Adhésion des Palestiniens à l’ONU : « pas de consensus » au sein du Conseil de sécurité

Les membres du Conseil de sécurité de l’ONU ne sont pas parvenus à un consensus jeudi pour recommander une adhésion des Palestiniens aux Nations unies, a annoncé la présidente en exercice du Conseil, une absence de consensus qui laisse présager un vote prochainement. Mettant en avant l’offensive israélienne à Gaza, les Palestiniens ont relancé la semaine dernière leur demande d’adhésion à l’ONU de 2011, et le Conseil a enclenché son processus formel d’examen au sein d’un comité ad hoc du Conseil, composé des mêmes Etats membres.

L’ambassadrice maltaise Vanessa Frazier, qui préside le Conseil en avril, a assuré que « deux-tiers » des membres du Conseil étaient en faveur de cette adhésion pleine et entière des Palestiniens, sans les nommer. Mais ce comité ne peut prendre de décisions que par consensus. Cela ne marque pas pour autant la fin de la démarche palestinienne. Suite au rapport du comité, n’importe quel Etat membre du Conseil peut en effet mettre au vote une résolution sur cette adhésion.

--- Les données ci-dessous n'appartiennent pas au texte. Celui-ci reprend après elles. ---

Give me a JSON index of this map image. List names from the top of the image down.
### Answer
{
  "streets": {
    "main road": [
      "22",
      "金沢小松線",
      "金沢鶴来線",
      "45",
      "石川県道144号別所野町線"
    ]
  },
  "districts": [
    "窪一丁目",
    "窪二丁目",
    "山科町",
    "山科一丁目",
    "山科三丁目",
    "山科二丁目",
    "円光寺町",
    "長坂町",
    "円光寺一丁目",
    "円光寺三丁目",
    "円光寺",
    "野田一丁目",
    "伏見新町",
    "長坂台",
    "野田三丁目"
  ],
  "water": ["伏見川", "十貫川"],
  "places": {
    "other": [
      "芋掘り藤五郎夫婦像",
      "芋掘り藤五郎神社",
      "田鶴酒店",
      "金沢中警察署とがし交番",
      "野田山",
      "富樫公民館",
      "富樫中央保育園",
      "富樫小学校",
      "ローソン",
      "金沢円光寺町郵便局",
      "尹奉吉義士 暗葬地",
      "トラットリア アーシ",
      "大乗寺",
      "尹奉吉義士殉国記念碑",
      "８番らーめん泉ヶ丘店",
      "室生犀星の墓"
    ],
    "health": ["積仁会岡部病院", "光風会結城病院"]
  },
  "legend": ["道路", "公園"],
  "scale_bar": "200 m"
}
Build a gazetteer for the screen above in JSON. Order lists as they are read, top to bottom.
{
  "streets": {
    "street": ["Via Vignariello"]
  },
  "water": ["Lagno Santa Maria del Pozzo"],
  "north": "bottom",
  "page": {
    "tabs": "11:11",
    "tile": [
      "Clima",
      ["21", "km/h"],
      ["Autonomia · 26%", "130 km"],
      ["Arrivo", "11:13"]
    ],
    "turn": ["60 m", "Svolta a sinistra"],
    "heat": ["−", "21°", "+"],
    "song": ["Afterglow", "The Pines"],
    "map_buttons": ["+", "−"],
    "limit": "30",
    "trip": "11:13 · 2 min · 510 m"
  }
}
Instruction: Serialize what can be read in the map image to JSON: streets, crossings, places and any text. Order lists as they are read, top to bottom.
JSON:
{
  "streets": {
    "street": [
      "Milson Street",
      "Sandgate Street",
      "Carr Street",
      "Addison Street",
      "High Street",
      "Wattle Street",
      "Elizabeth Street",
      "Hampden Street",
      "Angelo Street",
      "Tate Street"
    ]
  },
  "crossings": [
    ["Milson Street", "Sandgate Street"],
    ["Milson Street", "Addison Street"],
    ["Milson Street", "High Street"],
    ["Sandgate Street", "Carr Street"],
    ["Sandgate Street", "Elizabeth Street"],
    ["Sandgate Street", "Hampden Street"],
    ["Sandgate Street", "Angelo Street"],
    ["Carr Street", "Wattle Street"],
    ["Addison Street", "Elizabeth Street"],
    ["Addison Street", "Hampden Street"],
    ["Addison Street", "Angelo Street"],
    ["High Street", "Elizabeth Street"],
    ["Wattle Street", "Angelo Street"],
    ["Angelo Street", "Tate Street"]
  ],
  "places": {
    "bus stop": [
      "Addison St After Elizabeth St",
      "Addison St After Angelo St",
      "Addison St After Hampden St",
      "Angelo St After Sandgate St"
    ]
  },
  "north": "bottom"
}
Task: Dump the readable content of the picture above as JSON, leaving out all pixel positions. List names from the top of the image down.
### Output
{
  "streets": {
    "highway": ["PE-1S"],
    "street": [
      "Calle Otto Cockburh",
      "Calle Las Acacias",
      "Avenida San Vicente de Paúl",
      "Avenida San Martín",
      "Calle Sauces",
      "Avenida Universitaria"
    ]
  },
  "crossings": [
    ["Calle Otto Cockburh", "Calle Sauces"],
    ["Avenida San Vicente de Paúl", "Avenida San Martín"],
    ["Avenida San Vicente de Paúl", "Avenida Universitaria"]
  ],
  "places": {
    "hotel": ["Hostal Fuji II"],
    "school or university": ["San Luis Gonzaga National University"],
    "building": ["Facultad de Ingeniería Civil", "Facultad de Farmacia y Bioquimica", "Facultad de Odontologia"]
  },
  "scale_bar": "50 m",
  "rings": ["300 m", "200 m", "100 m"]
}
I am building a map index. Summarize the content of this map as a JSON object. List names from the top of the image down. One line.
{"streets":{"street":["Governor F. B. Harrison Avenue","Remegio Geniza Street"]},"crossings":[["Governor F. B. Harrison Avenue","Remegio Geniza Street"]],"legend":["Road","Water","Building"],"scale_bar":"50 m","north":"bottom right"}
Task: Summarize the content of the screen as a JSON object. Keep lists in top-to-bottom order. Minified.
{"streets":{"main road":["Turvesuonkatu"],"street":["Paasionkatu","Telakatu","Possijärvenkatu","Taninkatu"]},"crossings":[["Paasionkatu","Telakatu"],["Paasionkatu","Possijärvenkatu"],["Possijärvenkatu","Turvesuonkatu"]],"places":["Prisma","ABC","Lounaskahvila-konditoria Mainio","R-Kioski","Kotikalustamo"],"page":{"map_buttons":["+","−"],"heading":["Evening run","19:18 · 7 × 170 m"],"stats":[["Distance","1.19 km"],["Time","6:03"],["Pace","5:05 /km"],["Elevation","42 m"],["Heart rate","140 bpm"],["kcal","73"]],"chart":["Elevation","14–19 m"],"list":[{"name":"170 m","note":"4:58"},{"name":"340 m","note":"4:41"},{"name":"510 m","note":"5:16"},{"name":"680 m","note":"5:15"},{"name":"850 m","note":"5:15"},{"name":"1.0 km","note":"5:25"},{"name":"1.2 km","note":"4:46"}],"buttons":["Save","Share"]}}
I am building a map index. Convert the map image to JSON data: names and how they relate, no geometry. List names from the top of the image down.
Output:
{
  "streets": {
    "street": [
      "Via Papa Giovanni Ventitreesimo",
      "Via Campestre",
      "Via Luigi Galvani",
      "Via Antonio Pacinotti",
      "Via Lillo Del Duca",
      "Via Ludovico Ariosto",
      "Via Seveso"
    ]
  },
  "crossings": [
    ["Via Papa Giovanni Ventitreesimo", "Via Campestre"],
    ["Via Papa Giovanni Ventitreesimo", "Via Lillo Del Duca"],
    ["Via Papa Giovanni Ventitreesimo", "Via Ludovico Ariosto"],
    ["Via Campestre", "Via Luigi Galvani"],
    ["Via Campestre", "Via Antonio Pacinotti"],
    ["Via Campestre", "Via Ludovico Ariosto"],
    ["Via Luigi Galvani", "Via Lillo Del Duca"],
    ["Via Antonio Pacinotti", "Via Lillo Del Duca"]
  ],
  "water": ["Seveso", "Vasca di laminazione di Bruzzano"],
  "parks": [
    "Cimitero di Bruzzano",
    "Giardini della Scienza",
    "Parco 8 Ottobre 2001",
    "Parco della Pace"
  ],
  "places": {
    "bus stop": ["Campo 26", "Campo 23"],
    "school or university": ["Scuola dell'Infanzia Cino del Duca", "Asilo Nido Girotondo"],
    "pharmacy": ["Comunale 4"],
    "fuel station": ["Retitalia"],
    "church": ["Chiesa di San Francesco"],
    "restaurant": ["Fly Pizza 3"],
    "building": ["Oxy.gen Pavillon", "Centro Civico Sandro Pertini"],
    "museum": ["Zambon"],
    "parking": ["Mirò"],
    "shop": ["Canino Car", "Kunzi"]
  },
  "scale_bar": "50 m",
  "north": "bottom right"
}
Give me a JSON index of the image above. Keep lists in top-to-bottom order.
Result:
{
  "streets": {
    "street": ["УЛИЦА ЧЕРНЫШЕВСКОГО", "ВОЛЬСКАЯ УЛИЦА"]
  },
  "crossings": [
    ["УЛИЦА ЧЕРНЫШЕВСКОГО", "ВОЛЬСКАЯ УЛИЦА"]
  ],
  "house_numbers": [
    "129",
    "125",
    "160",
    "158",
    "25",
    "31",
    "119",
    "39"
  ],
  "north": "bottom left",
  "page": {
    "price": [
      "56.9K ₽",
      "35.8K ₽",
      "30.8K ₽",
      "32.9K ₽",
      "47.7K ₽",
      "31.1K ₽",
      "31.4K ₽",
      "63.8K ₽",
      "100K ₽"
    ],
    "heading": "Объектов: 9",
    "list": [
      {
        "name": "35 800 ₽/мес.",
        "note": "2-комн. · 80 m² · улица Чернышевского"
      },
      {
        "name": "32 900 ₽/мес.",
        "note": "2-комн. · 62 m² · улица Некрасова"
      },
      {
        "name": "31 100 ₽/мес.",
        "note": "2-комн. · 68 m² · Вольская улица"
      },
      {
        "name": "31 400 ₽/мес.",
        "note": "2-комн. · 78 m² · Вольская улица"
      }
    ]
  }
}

Selon des sources diplomatiques, un vote pourrait avoir lieu le 18 avril, à l’initiative de l’Algérie qui représente les pays arabes au sein du Conseil. Si l’ambassadrice maltaise a laissé entendre qu’une telle résolution devrait recueillir les 9 voix nécessaires sur 15, les observateurs prédisent un veto des Etats-Unis. Comme en 2011, les Américains estiment que l’ONU n’est pas le lieu pour la reconnaissance d’un Etat palestinien, qui devrait selon eux être issu d’un accord entre Israël et les Palestiniens. Ils mettent également en avant une loi américaine qui prévoit de couper le financement à l’ONU si le Conseil de sécurité accepte un Etat palestinien hors d’un tel accord bilatéral.

En septembre 2011, le président de l’Autorité palestinienne Mahmoud Abbas avait lancé la procédure demandant « l’adhésion de l’Etat de Palestine à l’ONU », qui n’était jamais allée à son terme. Les Palestiniens avaient obtenu finalement en novembre 2012 le statut « d’Etat non membre observateur ». « Tout ce que nous demandons, c’est de prendre notre place légitime au sein de la communauté des Nations », a plaidé cette semaine l’ambassadeur palestinien à l’ONU Riyad Mansour.